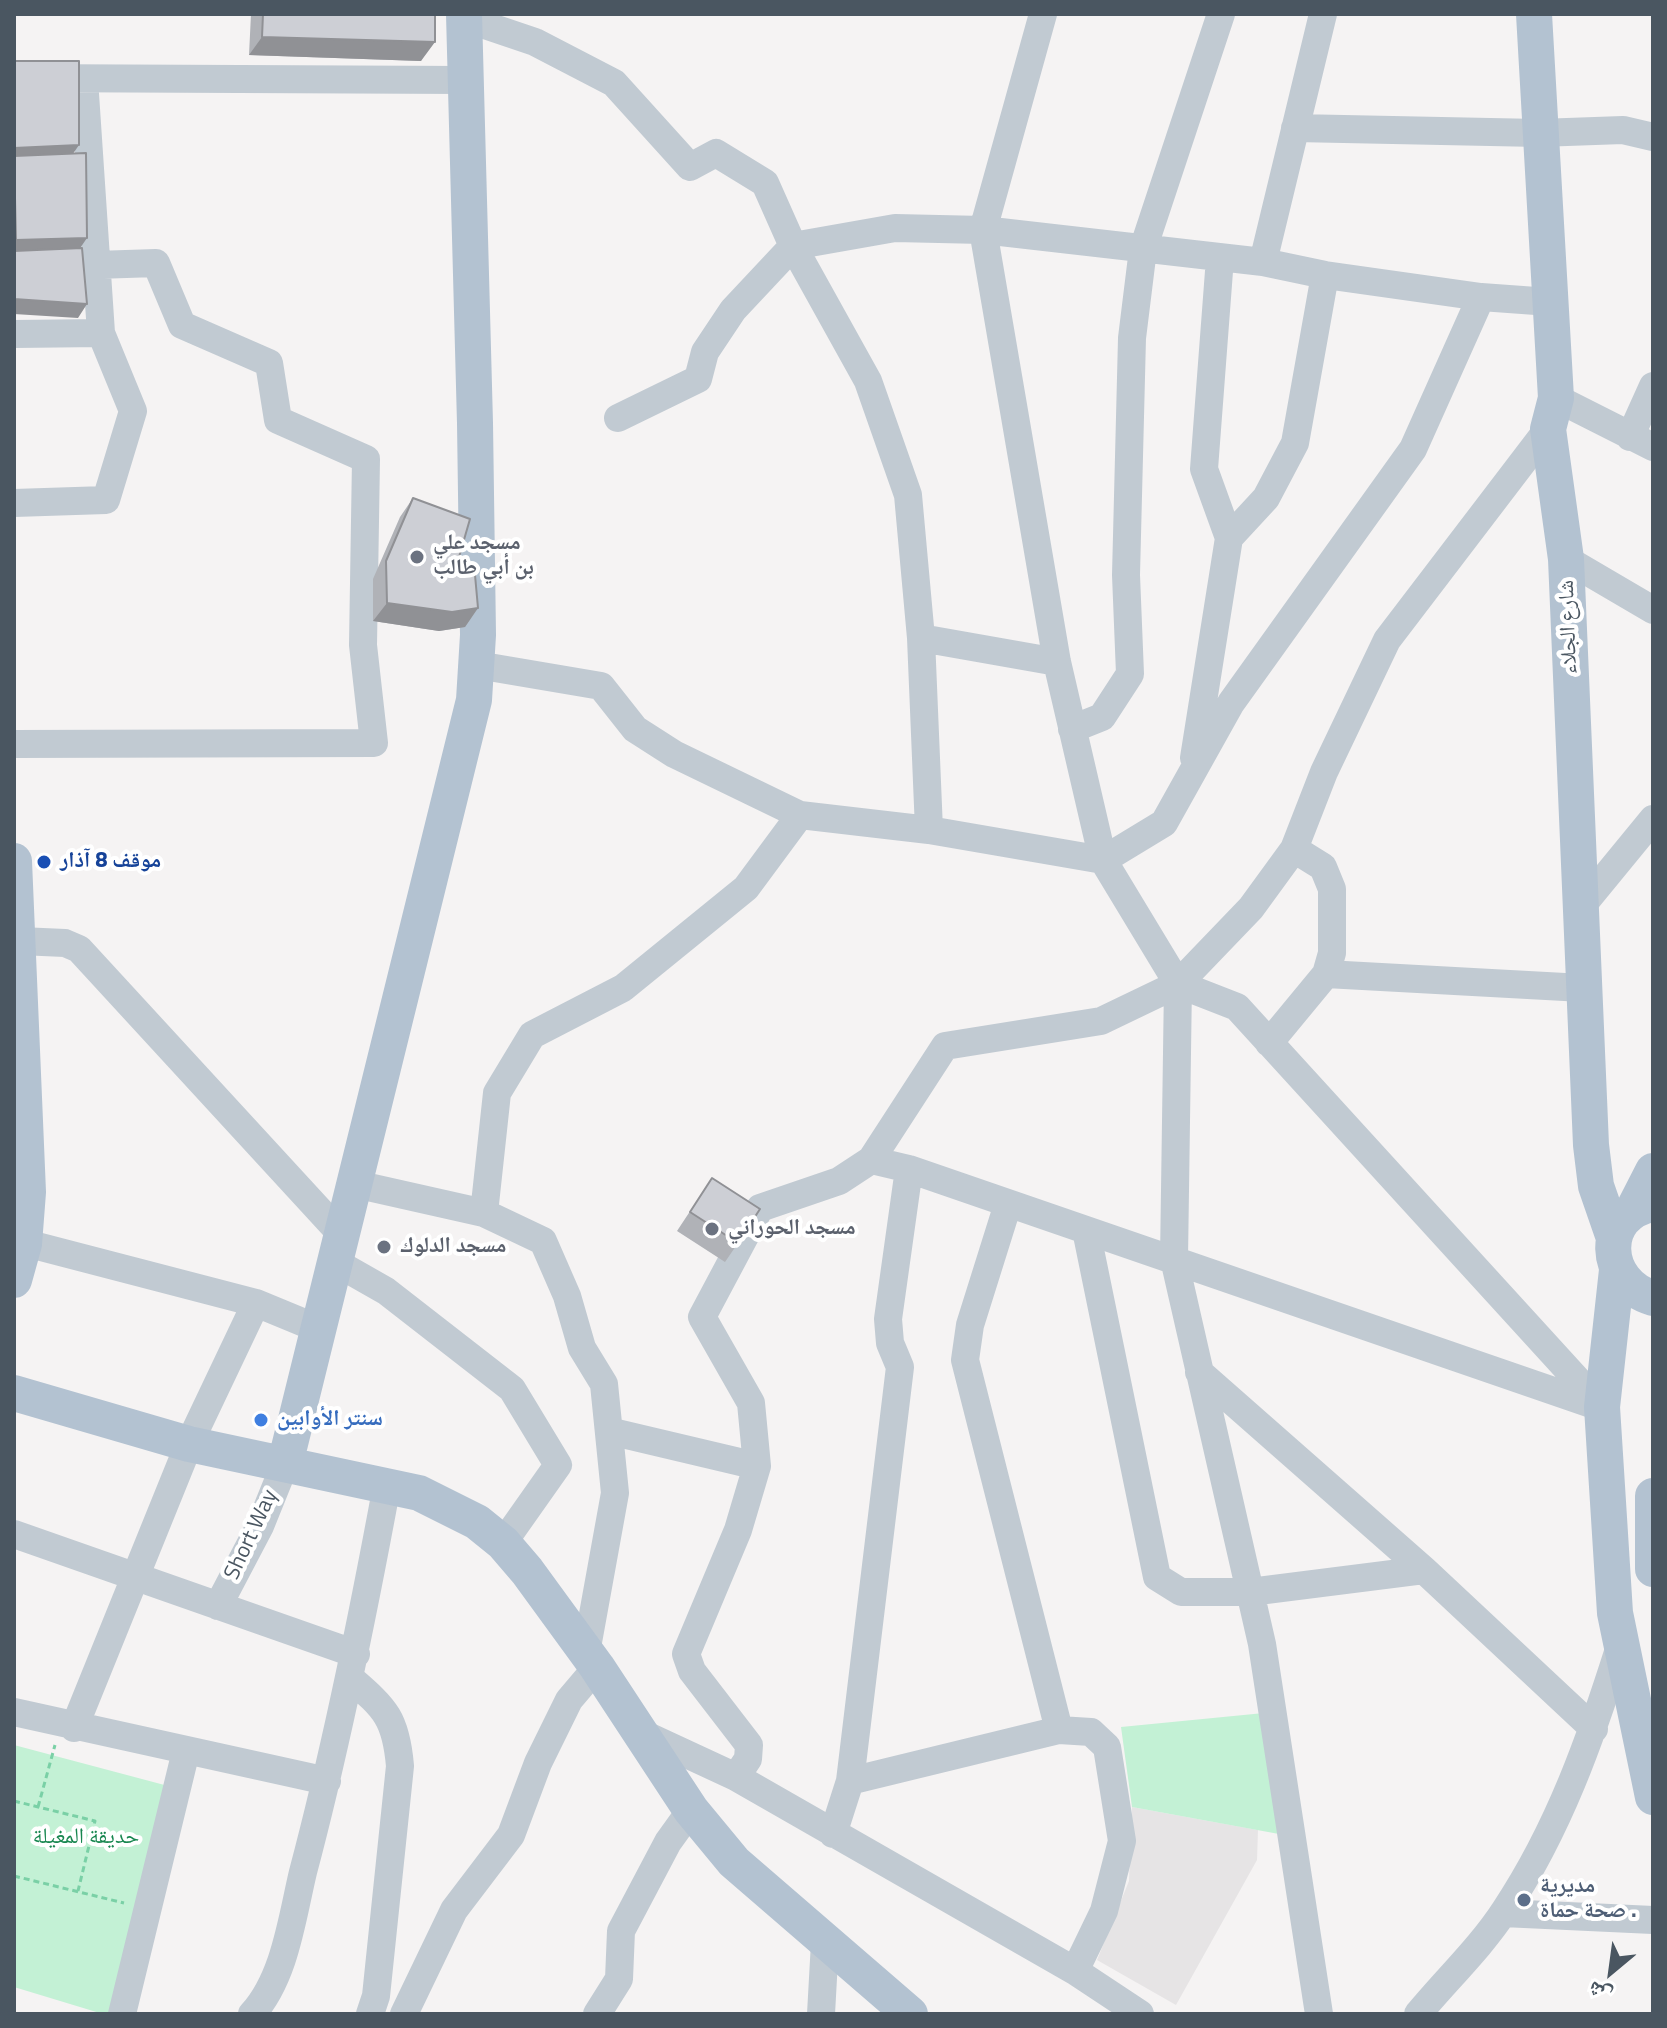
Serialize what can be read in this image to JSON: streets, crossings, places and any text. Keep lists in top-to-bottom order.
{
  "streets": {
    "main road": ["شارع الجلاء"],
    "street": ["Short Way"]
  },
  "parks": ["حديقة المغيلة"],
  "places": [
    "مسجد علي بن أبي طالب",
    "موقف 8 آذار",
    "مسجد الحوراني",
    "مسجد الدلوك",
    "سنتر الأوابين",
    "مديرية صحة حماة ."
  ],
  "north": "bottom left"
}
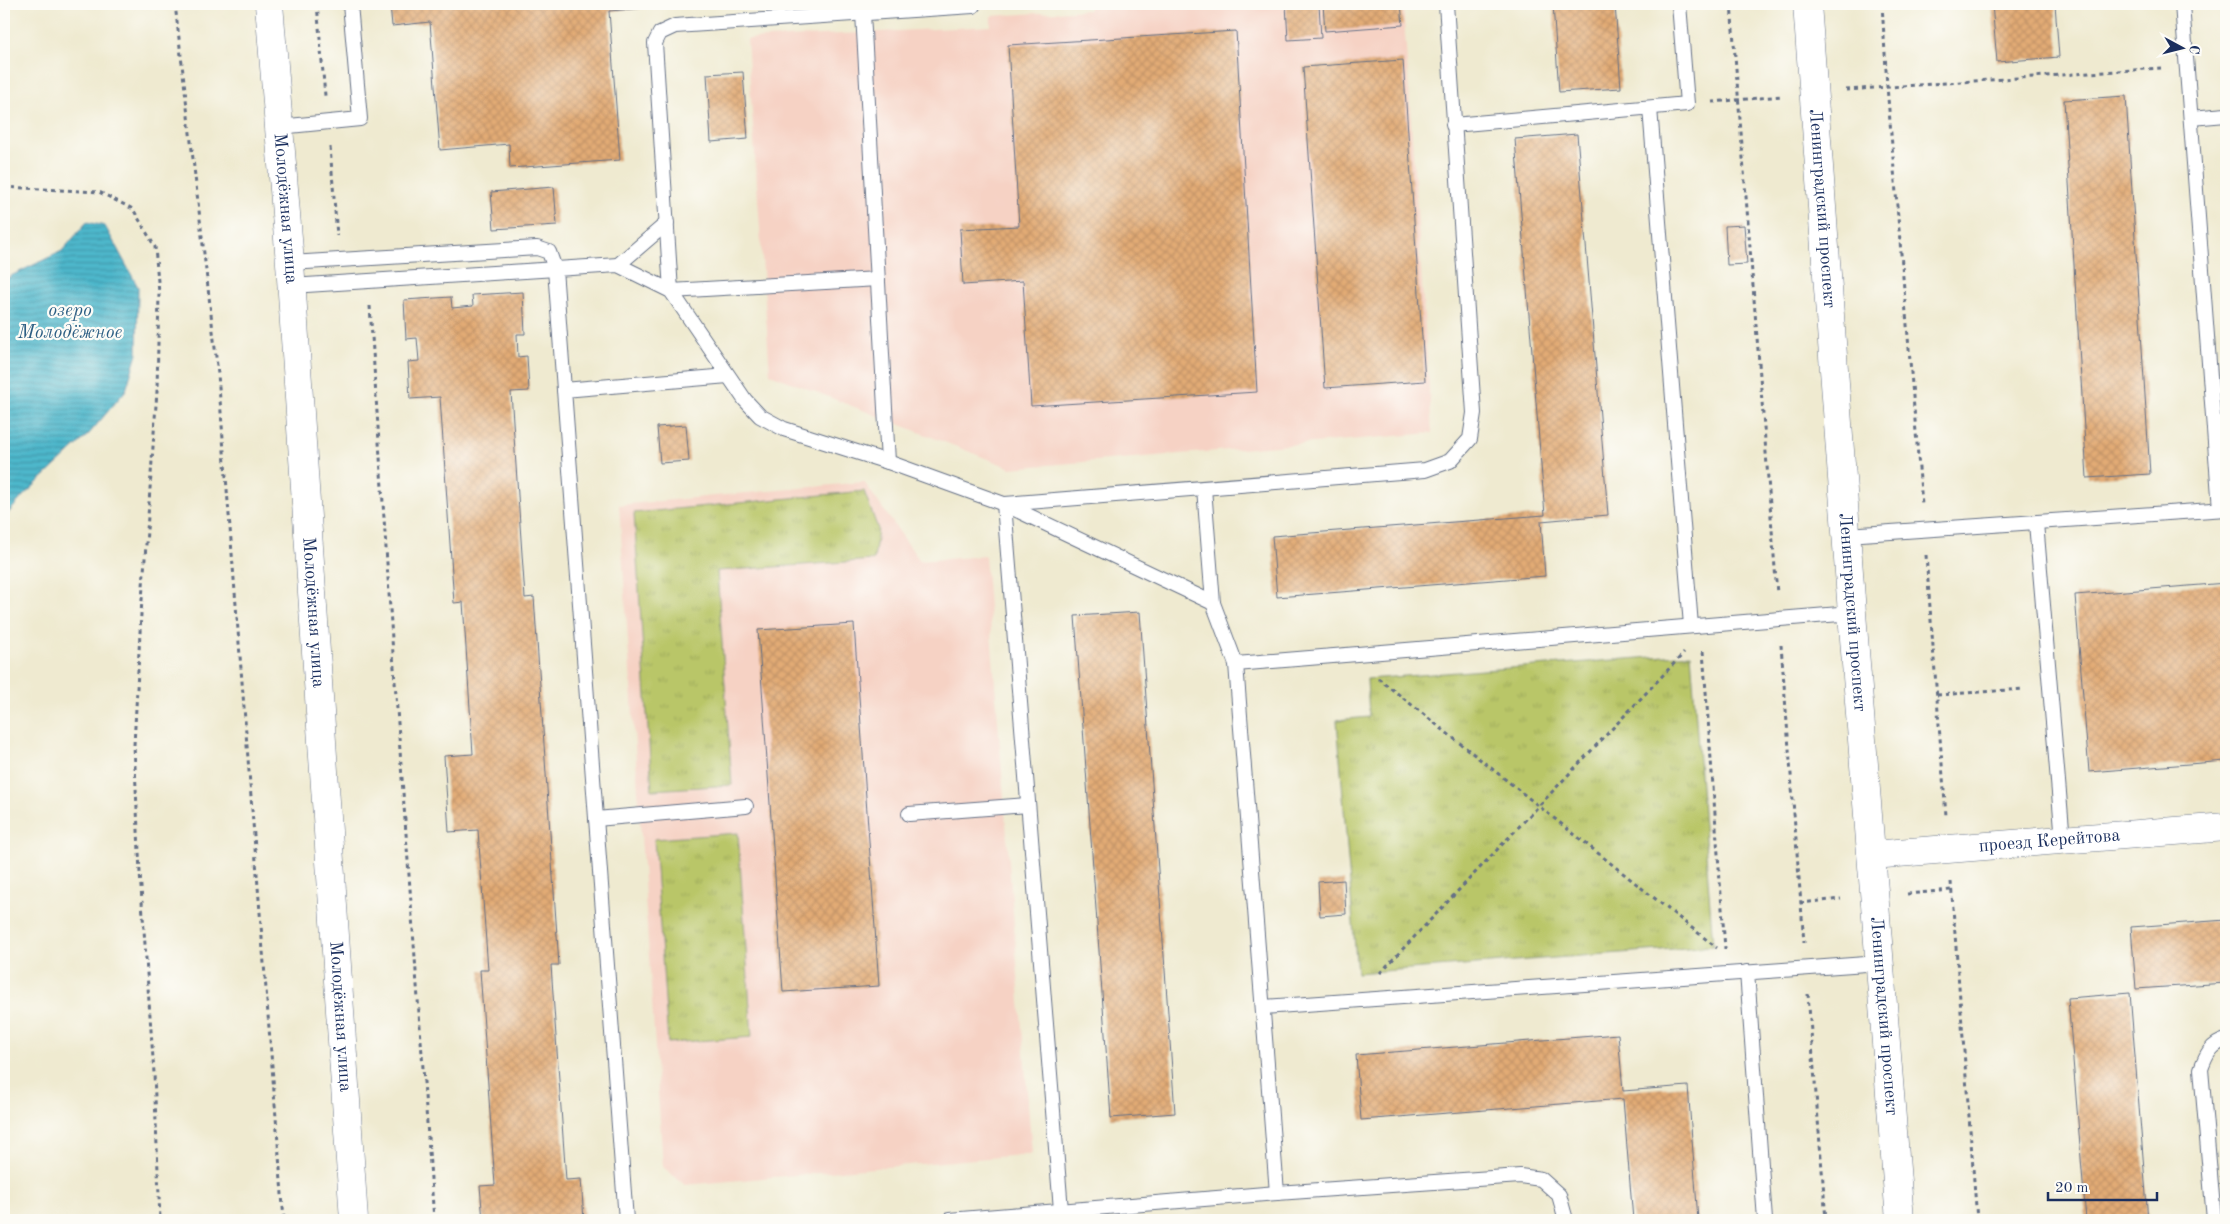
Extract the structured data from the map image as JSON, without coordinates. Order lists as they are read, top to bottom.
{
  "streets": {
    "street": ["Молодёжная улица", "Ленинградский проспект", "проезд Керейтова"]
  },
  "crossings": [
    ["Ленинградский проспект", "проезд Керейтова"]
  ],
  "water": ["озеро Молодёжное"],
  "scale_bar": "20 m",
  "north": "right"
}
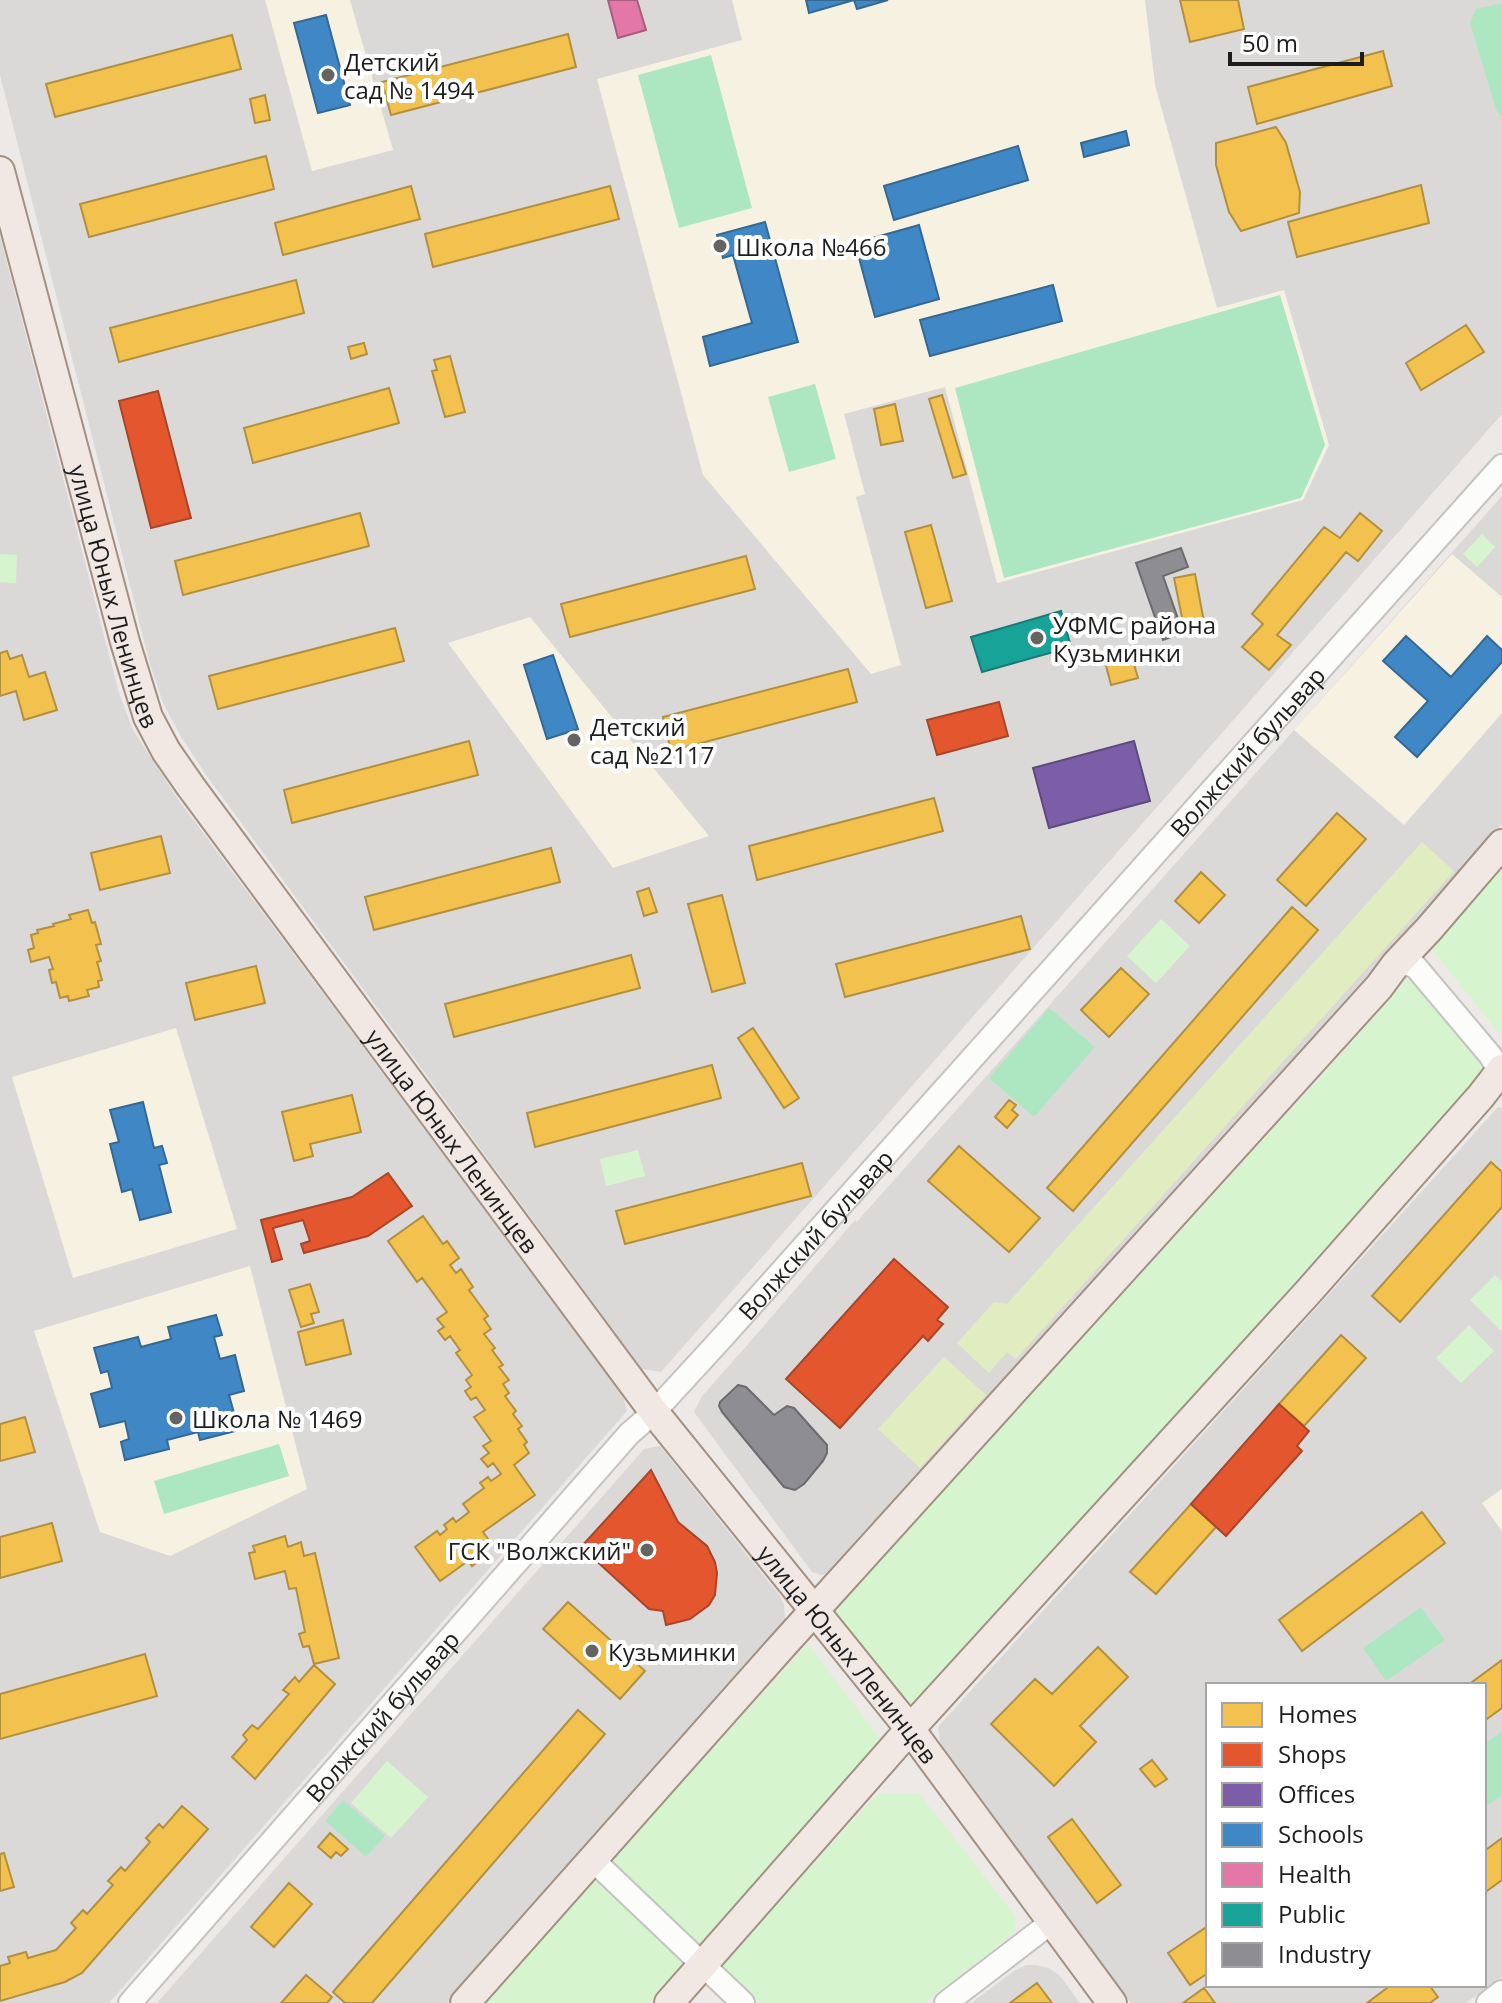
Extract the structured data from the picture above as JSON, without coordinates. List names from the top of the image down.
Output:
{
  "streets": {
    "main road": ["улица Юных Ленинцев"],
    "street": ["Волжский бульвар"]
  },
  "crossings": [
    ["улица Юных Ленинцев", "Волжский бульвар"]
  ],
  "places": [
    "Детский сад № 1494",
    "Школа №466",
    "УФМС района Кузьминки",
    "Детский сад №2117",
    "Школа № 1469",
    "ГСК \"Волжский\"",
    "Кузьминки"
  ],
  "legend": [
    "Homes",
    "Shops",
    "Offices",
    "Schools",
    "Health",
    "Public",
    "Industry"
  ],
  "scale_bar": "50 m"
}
---+---
> _What is expected_: What the records say must be written out exactly, with none of their pictures.

> _Answer section_:
Serialize what can be read in this image to JSON: streets, crossings, places and any text. Keep lists in top-to-bottom order.
{
  "streets": {
    "main road": ["شارع الجلاء"],
    "street": ["Short Way"]
  },
  "parks": ["حديقة المغيلة"],
  "places": [
    "مسجد علي بن أبي طالب",
    "موقف 8 آذار",
    "مسجد الحوراني",
    "مسجد الدلوك",
    "سنتر الأوابين",
    "مديرية صحة حماة ."
  ],
  "north": "bottom left"
}
Extract the structured data from the map image as JSON, without coordinates. Order lists as they are read, top to bottom.
{
  "streets": {
    "street": ["Молодёжная улица", "Ленинградский проспект", "проезд Керейтова"]
  },
  "crossings": [
    ["Ленинградский проспект", "проезд Керейтова"]
  ],
  "water": ["озеро Молодёжное"],
  "scale_bar": "20 m",
  "north": "right"
}
Extract the structured data from the picture above as JSON, without coordinates. List names from the top of the image down.
Output:
{
  "streets": {
    "main road": ["улица Юных Ленинцев"],
    "street": ["Волжский бульвар"]
  },
  "crossings": [
    ["улица Юных Ленинцев", "Волжский бульвар"]
  ],
  "places": [
    "Детский сад № 1494",
    "Школа №466",
    "УФМС района Кузьминки",
    "Детский сад №2117",
    "Школа № 1469",
    "ГСК \"Волжский\"",
    "Кузьминки"
  ],
  "legend": [
    "Homes",
    "Shops",
    "Offices",
    "Schools",
    "Health",
    "Public",
    "Industry"
  ],
  "scale_bar": "50 m"
}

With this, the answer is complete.